%%

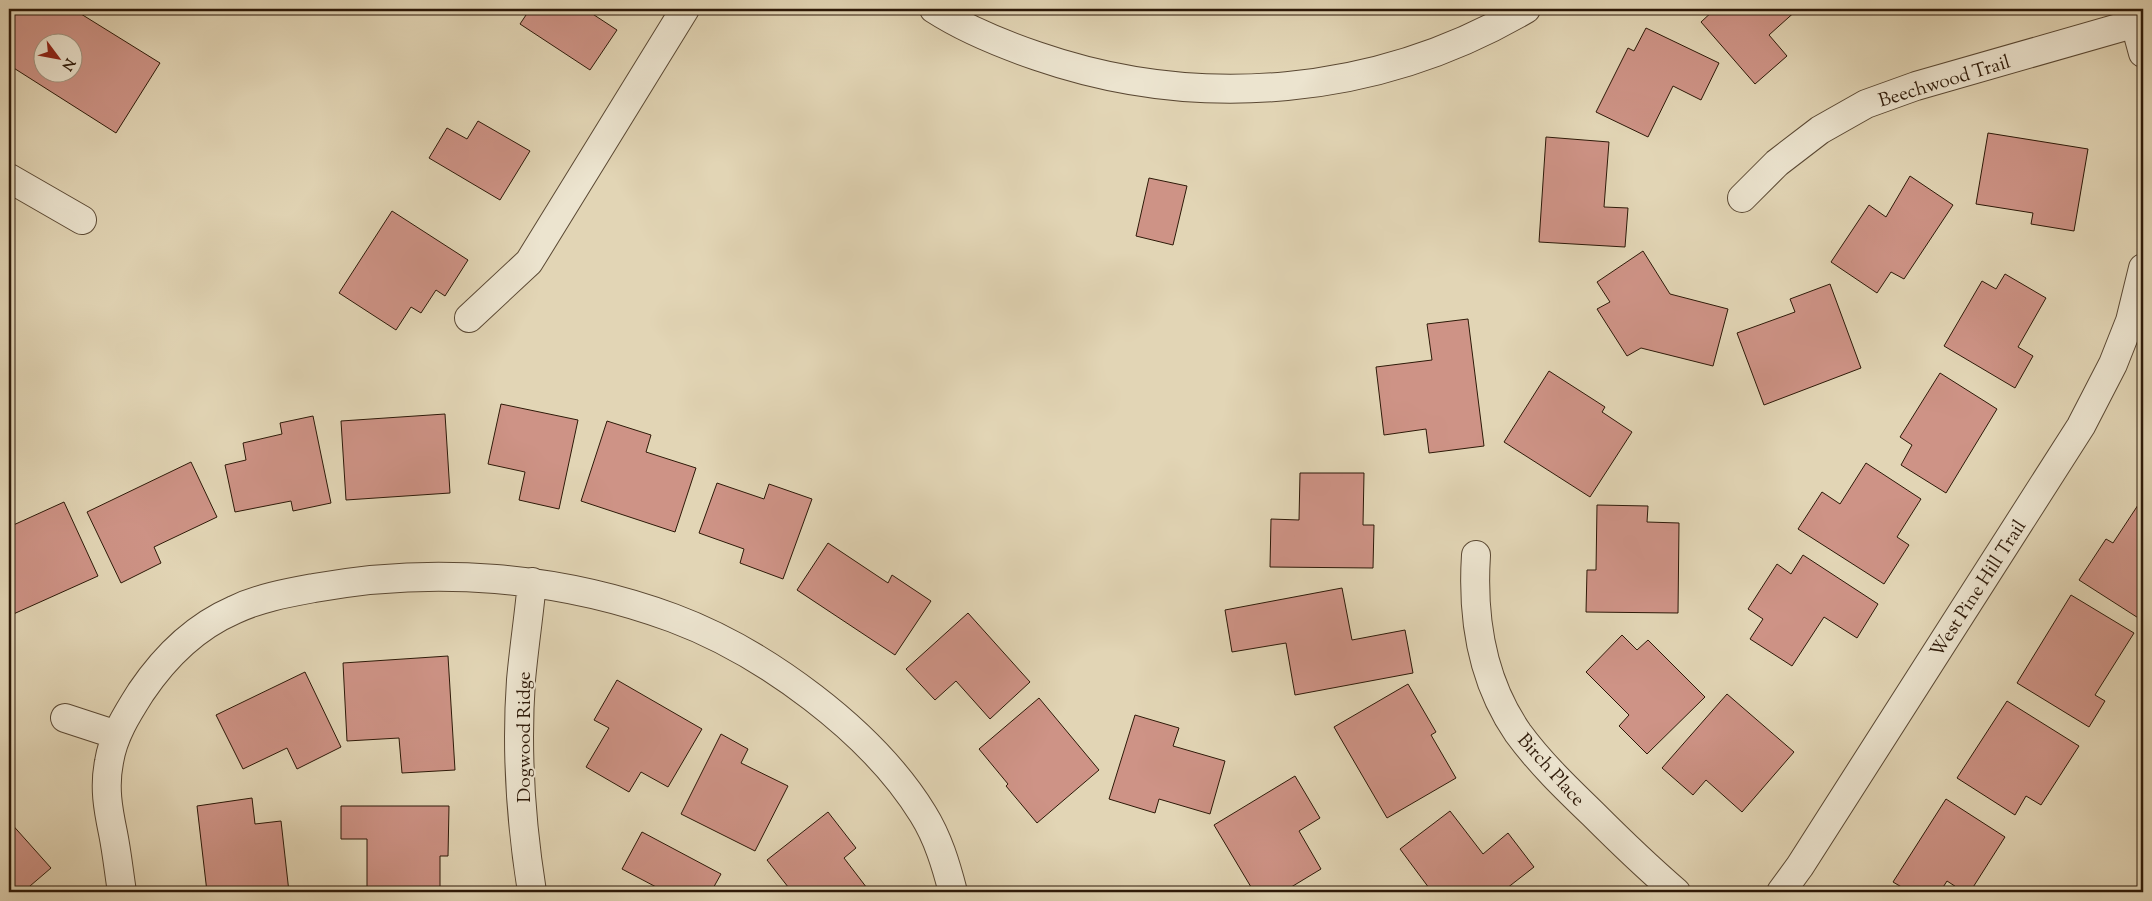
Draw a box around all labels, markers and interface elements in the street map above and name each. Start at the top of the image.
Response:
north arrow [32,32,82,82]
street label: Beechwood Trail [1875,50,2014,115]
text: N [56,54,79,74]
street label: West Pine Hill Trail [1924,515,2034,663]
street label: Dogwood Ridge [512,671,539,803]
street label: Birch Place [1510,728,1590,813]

%%

> [WHAT IS REQUIRED]:
Please copy the data shown above word for word, omitting the pictures.

> [RESPONSE FOR THIS EXERCISE]:
Draw a box around all labels, markers and interface elements in the street map above and name each. Start at the top of the image.
Response:
north arrow [32,32,82,82]
street label: Beechwood Trail [1875,50,2014,115]
text: N [56,54,79,74]
street label: West Pine Hill Trail [1924,515,2034,663]
street label: Dogwood Ridge [512,671,539,803]
street label: Birch Place [1510,728,1590,813]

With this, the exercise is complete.